Article

SEC issues final rule on climate disclosures

Requirements cover a range of climate-related risks, greenhouse gas emissions

Mar 12, 2024

Key takeaways

Parts of highly anticipated climate-disclosure requirements differ markedly from proposed rule 

Materiality, as previously defined by the Supreme Court, is the leading criteria for disclosures

Compliance may necessitate integrated climate-related risk management processes

#
ESG business resources Regulatory compliance
Financial reporting SEC matters Audit ESG

SEC final rule on climate disclosures: Overview and background

The U.S. Securities and Exchange Commission on March 6, 2024, adopted a final rule that will require climate-related disclosures in registrants’ annual reports and registration statements. The final rule, “The Enhancement and Standardization of Climate-Related Disclosures for Investors,” was adopted after a 3­ to 2 vote by the SEC commissioners and becomes effective 60 days after being published in the Federal Register.

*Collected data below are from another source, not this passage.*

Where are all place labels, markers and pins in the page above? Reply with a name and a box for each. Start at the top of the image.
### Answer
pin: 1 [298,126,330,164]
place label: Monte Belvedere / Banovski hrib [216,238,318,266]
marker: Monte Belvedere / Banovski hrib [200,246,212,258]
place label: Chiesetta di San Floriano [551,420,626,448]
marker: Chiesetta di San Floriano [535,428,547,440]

The SEC’s action comes on the heels of similar regulatory steps in the European Union, legislative measures in California, and a flurry of standard-setting activity related to sustainability matters. The final rule introduces new disclosures of greenhouse gas (GHG) emissions; governance and oversight of material climate-related risks; impact of climate risks on the company’s strategy, business model and outlook; risk management processes for climate-related risks; and climate targets and goals. The requirements are subject to certain materiality thresholds, registrant applicability and an adoption phase-in timetable.

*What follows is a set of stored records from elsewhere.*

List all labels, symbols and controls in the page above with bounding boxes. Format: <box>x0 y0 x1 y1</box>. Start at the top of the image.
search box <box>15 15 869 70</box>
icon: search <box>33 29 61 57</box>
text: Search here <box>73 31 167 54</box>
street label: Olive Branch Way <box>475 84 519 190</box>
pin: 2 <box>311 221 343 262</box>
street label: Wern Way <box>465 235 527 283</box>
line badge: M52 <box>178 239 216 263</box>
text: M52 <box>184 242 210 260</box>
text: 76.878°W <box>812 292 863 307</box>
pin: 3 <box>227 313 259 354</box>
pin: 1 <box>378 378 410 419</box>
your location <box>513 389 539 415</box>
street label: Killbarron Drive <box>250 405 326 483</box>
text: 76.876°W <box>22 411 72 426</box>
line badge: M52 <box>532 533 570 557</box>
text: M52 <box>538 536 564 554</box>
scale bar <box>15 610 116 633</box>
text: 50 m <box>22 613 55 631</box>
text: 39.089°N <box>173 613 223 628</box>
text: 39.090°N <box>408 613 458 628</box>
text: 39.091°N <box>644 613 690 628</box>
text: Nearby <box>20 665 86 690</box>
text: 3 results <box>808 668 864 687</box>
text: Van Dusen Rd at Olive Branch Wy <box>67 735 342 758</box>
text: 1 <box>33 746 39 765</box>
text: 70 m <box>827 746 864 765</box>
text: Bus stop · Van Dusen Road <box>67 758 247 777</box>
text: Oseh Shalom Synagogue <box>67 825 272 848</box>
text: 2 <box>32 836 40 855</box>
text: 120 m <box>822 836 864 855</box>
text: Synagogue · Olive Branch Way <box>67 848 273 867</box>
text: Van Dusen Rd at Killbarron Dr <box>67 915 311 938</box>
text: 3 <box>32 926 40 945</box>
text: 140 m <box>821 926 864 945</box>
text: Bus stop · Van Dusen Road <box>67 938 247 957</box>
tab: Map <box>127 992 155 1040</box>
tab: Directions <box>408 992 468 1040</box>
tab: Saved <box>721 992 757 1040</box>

Changes from proposed rule

The final rule differs from the proposed rule issued almost two years prior—in applicability, breadth of required disclosures and adoption timelines. The changes were in response to the more than 24,000 comment letters received from various stakeholders. Key changes of the SEC’s climate rule as compared to the proposed rule include:

General

  • Introduces a materiality threshold for most of the required disclosures and provides guidance on how to consider materiality (see below).
  • Extends the safe harbor provisions to cover disclosures related to the registrant’s transition plan, scenario analysis, internal carbon pricing, and targets and goals. Safe-harbor provisions do not apply to historical information.

GHG emissions disclosures

  • Allows registrants to determine the organizational boundaries which may differ from those used for financial reporting purposes.
  • Eliminates the requirement to disclose Scope 3 GHG emissions.
  • Exempts nonaccelerated filers, smaller reporting companies (SRCs) and emerging growth companies (EGCs) from compliance with the required GHG emission disclosures.
  • Extends the adoption timeline for GHG emissions disclosures and related assurance requirements.

Financial statement disclosures

  • Reduces financial statement disclosures by eliminating certain metrics and narrowed the scope of the requirements for other metrics. Such disclosure requirements now focus on historical information rather than forward-looking information.
  • Eliminates the requirement to disclose material changes to climate-related disclosures in a registrant’s quarterly reporting (e.g., Form 10-Q).
  • Removes the requirement to disclose the impact of weather events, natural conditions and transition activities on each line item within consolidated financial statements.
  • Requires financial statement disclosures only for the registrant’s most recent fiscal year. Comparative information for the prior year(s) included in the registrant’s financial statements is only required to the extent it was previously disclosed or previously required to be disclosed.

Disclosures outside of the financial statements other than GHG emissions-related items

  • Exempts immaterial items from certain climate-related disclosures, including the impact of climate-related risks, scenario analysis and the internal carbon price.
  • Accepts a less rigid approach to areas such as disclosures of climate-related risk, board oversight and risk management.

Materiality and the location and timing of disclosures

The final rule states that materiality should be defined consistently with the definition as determined by the U.S. Supreme Court, which states that “a matter is material if there is a substantial likelihood that a reasonable investor would consider it important when determining whether to buy or sell securities or how to vote or such a reasonable investor would view omission of the disclosure as having significantly altered the total mix of information made available.” Also noted is that materiality should be based on both facts and circumstances as well as qualitative and quantitative factors.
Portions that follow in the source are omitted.